The size of the firm is measured on the basis of the following criteria.
- The number of employees
- The value of the capital employed
- The value of the output
- The market share etc
Reasons for the survival of small firms
1. Size of the market
Small firms do well if the market for the product is relatively small. The reasons that keep a market small in size are:
- people’s preference of “something different” which cannot be produced under mass production,
- some services and products cannot be standardized so that it can easily be provided by small firm,
- people need individual attention for certain services like hair dressing provided by small firms,
- geographical factors limit the market. Small firms are successful in that case, and
- most of the expensive goods have a small market as their demand is less. Eg; sports cars, luxurious yachts etc. Again small firms succeed.

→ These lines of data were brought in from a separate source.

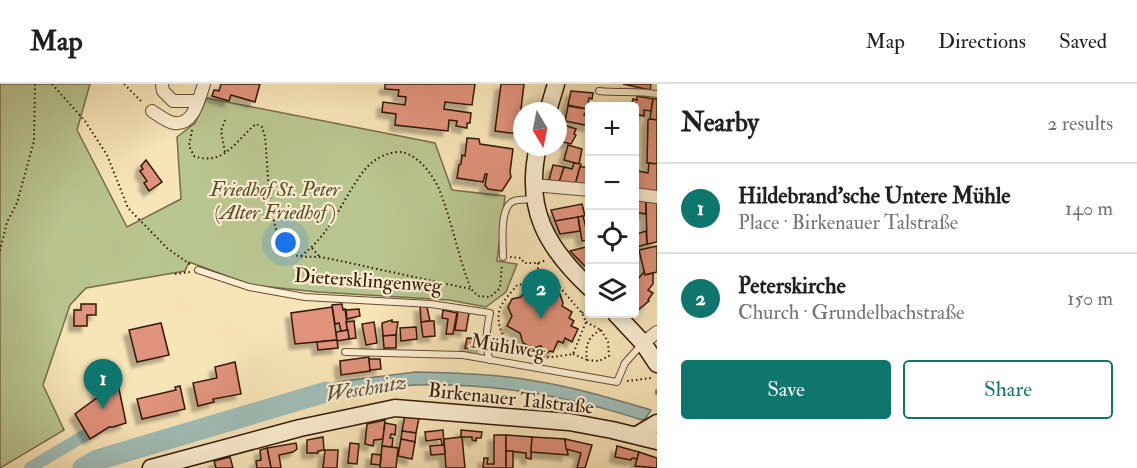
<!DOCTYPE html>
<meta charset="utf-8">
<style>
body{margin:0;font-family:"IM FELL Double Pica",serif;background:#f6f6f6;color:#202124}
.controls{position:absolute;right:18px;top:18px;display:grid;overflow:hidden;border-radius:6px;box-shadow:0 3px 9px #0003}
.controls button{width:54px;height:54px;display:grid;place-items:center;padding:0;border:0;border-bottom:2px solid #e0e0e0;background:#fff;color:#202124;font:30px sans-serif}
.compass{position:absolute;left:513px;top:18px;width:54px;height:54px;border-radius:50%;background:#fff;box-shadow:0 3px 9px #0003;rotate:170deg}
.you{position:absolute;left:286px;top:159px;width:21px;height:21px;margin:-15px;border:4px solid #fff;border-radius:50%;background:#1a73e8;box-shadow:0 0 0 9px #1a73e833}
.badge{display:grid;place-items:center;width:39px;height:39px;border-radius:50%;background:#0f766e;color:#fff;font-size:20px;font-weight:700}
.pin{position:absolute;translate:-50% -50px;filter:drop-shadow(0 2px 3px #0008)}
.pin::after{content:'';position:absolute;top:32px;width:21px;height:18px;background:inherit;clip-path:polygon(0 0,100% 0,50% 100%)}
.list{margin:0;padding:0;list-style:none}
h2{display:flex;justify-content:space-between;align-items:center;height:78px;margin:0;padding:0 24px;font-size:26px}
h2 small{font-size:20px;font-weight:400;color:#757577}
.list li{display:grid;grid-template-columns:39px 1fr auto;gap:18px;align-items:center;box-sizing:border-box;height:90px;padding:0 24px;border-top:2px solid #e0e0e0}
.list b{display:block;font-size:22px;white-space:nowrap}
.list p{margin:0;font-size:20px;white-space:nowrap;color:#757577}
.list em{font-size:20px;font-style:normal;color:#757577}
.actions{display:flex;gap:12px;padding:18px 24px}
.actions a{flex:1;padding:14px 0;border:2px solid #0f766e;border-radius:6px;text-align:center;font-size:21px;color:#0f766e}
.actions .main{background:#0f766e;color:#fff}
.icon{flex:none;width:33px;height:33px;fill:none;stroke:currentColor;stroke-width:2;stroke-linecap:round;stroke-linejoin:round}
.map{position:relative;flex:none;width:657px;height:384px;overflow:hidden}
header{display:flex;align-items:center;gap:36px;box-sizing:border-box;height:84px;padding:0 30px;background:#fff;border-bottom:2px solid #e0e0e0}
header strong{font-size:28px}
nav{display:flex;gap:33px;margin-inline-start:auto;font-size:21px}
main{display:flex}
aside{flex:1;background:#fff}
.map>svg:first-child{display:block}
</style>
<header>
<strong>Map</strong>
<nav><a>Map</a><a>Directions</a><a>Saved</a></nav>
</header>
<main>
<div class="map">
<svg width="657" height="384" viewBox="0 0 657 384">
<defs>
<filter id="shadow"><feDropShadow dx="-5.5" dy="5.5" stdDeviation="1.5" flood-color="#0004"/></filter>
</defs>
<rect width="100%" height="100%" fill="#f7e4b7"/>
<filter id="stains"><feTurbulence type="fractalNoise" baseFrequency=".00333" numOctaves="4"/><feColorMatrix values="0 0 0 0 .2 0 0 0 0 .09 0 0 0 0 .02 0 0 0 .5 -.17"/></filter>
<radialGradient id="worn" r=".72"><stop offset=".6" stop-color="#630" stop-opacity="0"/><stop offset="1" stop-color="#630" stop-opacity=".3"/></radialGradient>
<!-- green -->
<path fill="#b9c590" stroke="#766e4b" stroke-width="1.5" d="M 0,0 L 90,0 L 77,46 L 127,143 L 181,115 L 177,53 L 195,39 L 207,14 L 435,59 L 452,106 L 505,112 L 497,177 L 517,180 L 506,208 L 486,223 L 449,216 L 318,208 L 251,201 L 189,178 L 185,187 L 86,204 L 70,221 L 43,301 L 64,346 L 0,384 Z"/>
<!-- water -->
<path fill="#9fbdb6" stroke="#747b70" stroke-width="1.5" d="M 416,288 C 456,289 496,290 535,297 C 574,303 613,315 651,326 L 645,335 L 642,336 C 627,331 612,327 598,323 C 501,298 397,291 300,319 L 297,308 L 343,297 Z"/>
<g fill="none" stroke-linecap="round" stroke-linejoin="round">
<!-- stream -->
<path stroke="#747b70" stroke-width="4" d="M 657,307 L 657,309"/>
<!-- canal -->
<path stroke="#9fbdb6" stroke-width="12" d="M 30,384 L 87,350"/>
<!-- river -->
<path stroke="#9fbdb6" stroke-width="21" d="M 83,384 L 97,376 L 326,308"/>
</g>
<!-- building -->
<g fill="#e0927c" stroke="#331806" stroke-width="1.5" filter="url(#shadow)">
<path d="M 221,0 L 260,0 L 255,18 L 231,11 L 229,17 L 212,12 L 214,6 L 219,7 Z"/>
<path d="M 385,0 L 475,0 L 472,21 L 445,18 L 444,25 L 471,29 L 470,39 L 467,39 L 467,44 L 456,42 L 457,37 L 449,36 L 448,47 L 395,41 L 396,30 L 382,28 L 383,18 L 405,21 L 406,13 L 398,12 L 399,6 L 385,5 Z"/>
<path d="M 501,0 L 524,0 L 518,50 L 495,47 Z"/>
<path d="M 623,0 L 651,0 L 650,6 Z"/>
<path d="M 571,7 L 593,9 L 592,15 L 589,14 L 587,25 L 568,21 Z"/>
<path d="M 637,12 L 653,15 L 651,27 L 644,26 L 644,32 L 635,30 L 636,19 L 632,19 L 633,15 L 637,16 Z"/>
<path d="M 653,15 L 657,15 L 657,36 L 650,35 Z"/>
<path d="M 568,22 L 587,25 L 584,31 L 590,33 L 590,42 L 565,37 Z"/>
<path d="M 650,35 L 657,36 L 657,80 L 647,79 L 648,36 Z"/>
<path d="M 564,41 L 576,45 L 574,50 L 576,51 L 571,60 L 559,57 Z"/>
<path d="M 467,54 L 479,55 L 480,60 L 513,65 L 510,88 L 511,93 L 502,107 L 488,105 L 485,101 L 487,90 L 485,90 L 483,98 L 457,94 L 459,81 L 461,80 L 462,71 L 465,72 Z"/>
<path d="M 568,61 L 582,65 L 579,80 L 564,76 Z"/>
<path d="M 146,76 L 162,98 L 149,107 L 144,99 L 147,97 L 140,87 L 143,85 L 141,82 Z"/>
<path d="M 574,79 L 581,80 L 575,101 L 559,98 L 564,83 L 572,85 Z"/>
<path d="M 649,79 L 657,80 L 657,108 L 634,105 L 634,86 L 648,89 Z"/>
<path d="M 553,81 L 564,83 L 559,98 L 549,96 Z"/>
<path d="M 580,83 L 590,83 L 590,103 L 575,101 Z"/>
<path d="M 634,115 L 646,116 L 646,130 L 634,128 Z"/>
<path d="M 646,116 L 657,118 L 657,158 L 647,160 Z"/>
<path d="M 582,120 L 585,132 L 555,137 L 551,126 Z"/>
<path d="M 583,132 L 589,156 L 582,157 L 578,133 Z"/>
<path d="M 578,133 L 580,147 L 560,150 L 555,137 Z"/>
<path d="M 646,147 L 647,160 L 634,164 L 634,151 Z"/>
<path d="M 590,162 L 590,180 L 585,182 L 570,167 Z"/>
<path d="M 657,162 L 657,188 L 645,191 L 639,166 Z"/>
<path d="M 644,188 L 645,191 L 653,189 L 653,200 L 648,206 L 653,209 L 648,216 L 649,217 L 638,226 L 634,222 L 634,193 L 637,196 Z"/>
<path d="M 526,204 L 540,210 L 551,205 L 560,210 L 563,219 L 562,222 L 572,228 L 569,234 L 574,237 L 571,242 L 578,245 L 572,258 L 565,254 L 563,259 L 558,257 L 553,268 L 550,267 L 547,269 L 543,267 L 541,262 L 533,264 L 523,259 L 520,249 L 507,242 L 512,232 L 508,223 L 512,215 L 521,213 Z"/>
<path d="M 81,220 L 96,220 L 96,231 L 87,231 L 87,242 L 74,242 L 74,226 L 81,226 Z"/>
<path d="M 342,220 L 343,226 L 345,225 L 348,246 L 341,247 L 339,239 L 335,240 L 332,221 Z"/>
<path d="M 420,222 L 427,223 L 430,237 L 421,238 Z"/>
<path d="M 332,223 L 337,256 L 295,260 L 291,229 Z"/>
<path d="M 359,225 L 360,232 L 347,235 L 346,226 Z"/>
<path d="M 443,226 L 457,229 L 453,250 L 446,250 L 448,235 L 442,234 Z"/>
<path d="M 458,227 L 469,229 L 466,247 L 455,246 Z"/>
<path d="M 392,236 L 392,238 L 398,238 L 396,251 L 383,252 L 382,239 Z"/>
<path d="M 354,237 L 356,254 L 349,255 L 346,238 Z"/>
<path d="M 430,237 L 434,237 L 435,252 L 423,253 L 421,238 Z"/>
<path d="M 374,238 L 377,259 L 366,261 L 362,240 Z"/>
<path d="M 161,239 L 169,271 L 137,278 L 129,246 Z"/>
<path d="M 416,243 L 417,255 L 401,257 L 400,244 Z"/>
<path d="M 348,246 L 349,255 L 337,257 L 336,248 Z"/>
<path d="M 396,251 L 396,264 L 384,264 L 383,252 Z"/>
<path d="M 467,254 L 484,255 L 483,265 L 465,264 Z"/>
<path d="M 337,256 L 338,264 L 318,266 L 317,258 Z"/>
<path d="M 369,273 L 370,287 L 341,291 L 340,277 Z"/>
<path d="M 369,275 L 380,275 L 381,285 L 370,286 Z"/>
<path d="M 235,278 L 241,310 L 213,315 L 214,318 L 198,322 L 193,299 L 217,294 L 215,283 Z"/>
<path d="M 118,300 L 126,339 L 113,343 L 109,343 L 90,355 L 75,330 L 98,313 L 96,307 Z"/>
<path d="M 180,302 L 185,325 L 142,335 L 137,315 L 176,306 L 175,303 Z"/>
<path d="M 405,331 L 419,334 L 416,349 L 402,347 Z"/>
<path d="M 385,336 L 383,355 L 374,356 L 373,362 L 365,360 L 367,340 Z"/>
<path d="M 385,339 L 396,341 L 395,351 L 391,350 L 390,354 L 393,354 L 392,363 L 382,362 Z"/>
<path d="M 443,346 L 444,361 L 442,361 L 441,355 L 426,357 L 425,348 Z"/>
<path d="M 461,346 L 482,348 L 481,354 L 476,354 L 476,357 L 472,356 L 472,353 L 461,353 Z"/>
<path d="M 402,347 L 416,349 L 415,358 L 401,355 Z"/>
<path d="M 494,351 L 506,351 L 506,384 L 483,384 L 484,374 L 488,374 L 487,380 L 494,380 Z"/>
<path d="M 506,351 L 532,353 L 531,375 L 526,374 L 526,369 L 506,367 Z"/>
<path d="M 323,353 L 324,366 L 318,367 L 318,369 L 307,369 L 307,356 Z"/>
<path d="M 462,353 L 465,384 L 446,384 L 444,355 Z"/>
<path d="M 532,353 L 565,355 L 568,371 L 531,368 Z"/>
<path d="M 401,355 L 415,358 L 412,375 L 398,372 Z"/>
<path d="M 565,355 L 592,361 L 585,384 L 577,384 L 581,369 L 566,365 Z"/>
<path d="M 296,359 L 297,365 L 293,368 L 279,371 L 281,384 L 271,384 L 267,364 Z"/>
<path d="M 350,359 L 359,360 L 357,380 L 348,379 Z"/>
<path d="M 444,361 L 445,370 L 431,371 L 430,362 Z"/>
<path d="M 382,362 L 398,364 L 396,384 L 380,384 Z"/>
<path d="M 617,362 L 639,368 L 637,375 L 632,374 L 631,376 L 615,373 Z"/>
<path d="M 267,364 L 271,384 L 257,384 L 256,377 L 261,376 L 260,366 Z"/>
<path d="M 325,366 L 338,366 L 337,384 L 323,384 Z"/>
<rect x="506" y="367" width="7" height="17"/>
<path d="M 639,368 L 657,374 L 657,384 L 635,382 Z"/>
<path d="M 372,370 L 381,371 L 380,381 L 371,380 Z"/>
<path d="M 230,373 L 233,384 L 216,384 L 214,377 Z"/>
</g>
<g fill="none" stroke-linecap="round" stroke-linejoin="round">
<!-- lane casing -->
<g stroke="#644b32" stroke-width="8">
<g id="lane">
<path d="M 599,7 C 619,9 637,7 657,10"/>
<path d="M 503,173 C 503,159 499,122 514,117 C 520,115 528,116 534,115"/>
<path d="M 198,186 L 249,203 L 305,213 L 431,220 L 490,229 C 487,244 484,262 490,276"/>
<path d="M 345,268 L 463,271 L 617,298 L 625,279 L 643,259"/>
</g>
</g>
<!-- street casing -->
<g stroke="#644b32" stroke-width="14">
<g id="street">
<path d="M 162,0 L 163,7 L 173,17 L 197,17"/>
<path d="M 152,27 C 158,31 167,38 174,39 C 194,42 199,14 204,0"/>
<path d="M 533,101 L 590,106"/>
<path d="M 634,110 L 657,113"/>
<path d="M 643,259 L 657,248"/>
</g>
</g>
<!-- secondary casing -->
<g stroke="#331806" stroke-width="19">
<g id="secondary">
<path d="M 548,27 L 556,0"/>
<path d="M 538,63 C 524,124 546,163 590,204"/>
<path d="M 616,230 L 643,259 L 657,280"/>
<path d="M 637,351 L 657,339"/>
<path d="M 151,384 L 300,344 L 395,324 L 569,338 L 612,346 L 657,357"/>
</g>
</g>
<!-- path -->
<g stroke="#331806" stroke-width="2" stroke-dasharray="1.5 3" stroke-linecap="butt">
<path d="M 52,0 L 85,37 L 107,71 L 128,124 L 167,164 L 191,181"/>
<path d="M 124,0 L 143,19"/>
<path d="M 225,36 L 221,47 L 225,68"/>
<path d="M 192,46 L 189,62 L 194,72 C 224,83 236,56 256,40 L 262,43 L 265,53 C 268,82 268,145 286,166 C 296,176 313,171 326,174 C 374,184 422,195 471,205"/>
<path d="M 312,164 L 320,173"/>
<path d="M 0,167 L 7,138 L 17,119 L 34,57 L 35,0"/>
<path d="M 301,172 C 331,149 339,122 360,92 C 369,79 380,70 397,68 C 415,67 432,89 439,105 C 452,137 458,173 471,205 L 478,212 L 490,213 L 500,204 L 502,181"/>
<path d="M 510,173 L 521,174 L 524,179 L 538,179 L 546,176"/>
<path d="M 538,179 L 538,197"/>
<path d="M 175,190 L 190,188"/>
<path d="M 538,198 L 558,201 L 582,229 L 586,238 L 573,270 C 559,272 541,276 527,270 C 509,263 496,248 499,228 C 500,219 512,208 517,201 Z"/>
<path d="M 582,229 L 590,221"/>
<path d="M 586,238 L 601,246"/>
<path d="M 601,246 L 608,258 L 609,272 L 599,277 L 587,276 C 585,262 588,252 601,246 Z"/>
<path d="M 573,270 L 587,276"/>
<path d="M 627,297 L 651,294"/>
</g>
<!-- lane -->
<use href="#lane" stroke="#faedd0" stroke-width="6"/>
<!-- street -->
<use href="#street" stroke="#faedd0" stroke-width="12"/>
<!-- secondary -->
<use href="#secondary" stroke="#faedd0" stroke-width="16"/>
</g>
<g text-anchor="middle" stroke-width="4.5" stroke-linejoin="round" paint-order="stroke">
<!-- park labels -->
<g font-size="20" font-style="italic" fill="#5b4c2f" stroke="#faedd0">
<text x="275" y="112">Friedhof St. Peter<tspan x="275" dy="23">(Alter Friedhof)</tspan></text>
</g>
<!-- street labels -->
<g font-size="20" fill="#331806" stroke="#faedd0">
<text transform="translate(368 196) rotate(4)" y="7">Dietersklingenweg</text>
<text transform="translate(508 262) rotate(9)" y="7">Mühlweg</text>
<text transform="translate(511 314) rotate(6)" y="7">Birkenauer Talstraße</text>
</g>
<!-- water labels -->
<g font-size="21" font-style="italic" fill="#595244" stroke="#faedd0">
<text transform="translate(366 304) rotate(-9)" y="7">Weschnitz</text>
</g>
</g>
<rect width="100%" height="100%" filter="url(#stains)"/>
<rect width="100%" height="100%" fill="url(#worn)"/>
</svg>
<div class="controls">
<button>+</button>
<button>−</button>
<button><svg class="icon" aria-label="locate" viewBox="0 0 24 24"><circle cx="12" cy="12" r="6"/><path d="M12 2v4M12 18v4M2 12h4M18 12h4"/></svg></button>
<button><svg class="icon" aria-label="layers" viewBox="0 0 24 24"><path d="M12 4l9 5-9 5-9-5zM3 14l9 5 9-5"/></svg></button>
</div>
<svg class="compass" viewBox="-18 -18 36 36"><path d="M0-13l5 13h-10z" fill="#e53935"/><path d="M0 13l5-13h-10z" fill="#757577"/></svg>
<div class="you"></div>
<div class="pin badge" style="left:103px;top:325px">1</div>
<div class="pin badge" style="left:541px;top:235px">2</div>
</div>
<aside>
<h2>Nearby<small>2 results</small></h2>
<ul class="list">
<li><span class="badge">1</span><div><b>Hildebrand’sche Untere Mühle</b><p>Place · Birkenauer Talstraße</p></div><em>140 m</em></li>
<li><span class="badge">2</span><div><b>Peterskirche</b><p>Church · Grundelbachstraße</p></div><em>150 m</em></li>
</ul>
<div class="actions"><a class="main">Save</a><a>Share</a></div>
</aside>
</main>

2. Specialist producers and distributors
Dis-integration helps the small firm to prosper under manufacturing industry. It has an assured market to provide particular parts to the larger firms.
Eg. Seat belts and rubber tire for the motor car industry.
3. Co-operation between small firms
Co-operation between small firms help them to survive and enjoy economies of scale as larger firms do. It is made possible by joint purchase inputs, joint ownership of research laboratories etc.
4. Technical factors
There are certain units of capital equipment that are relatively small and can be used only by small firms. For example; knitting and sewing machines used in a clothing industry.
Small firms can easily respond consumer demands and can adapt to changing business conditions.
6. Government assistance
In most countries, governments provide grants, subsidies and tax exemptions for the growth of small firms. These factors lead to survival of small firms in the rapidly changing business world.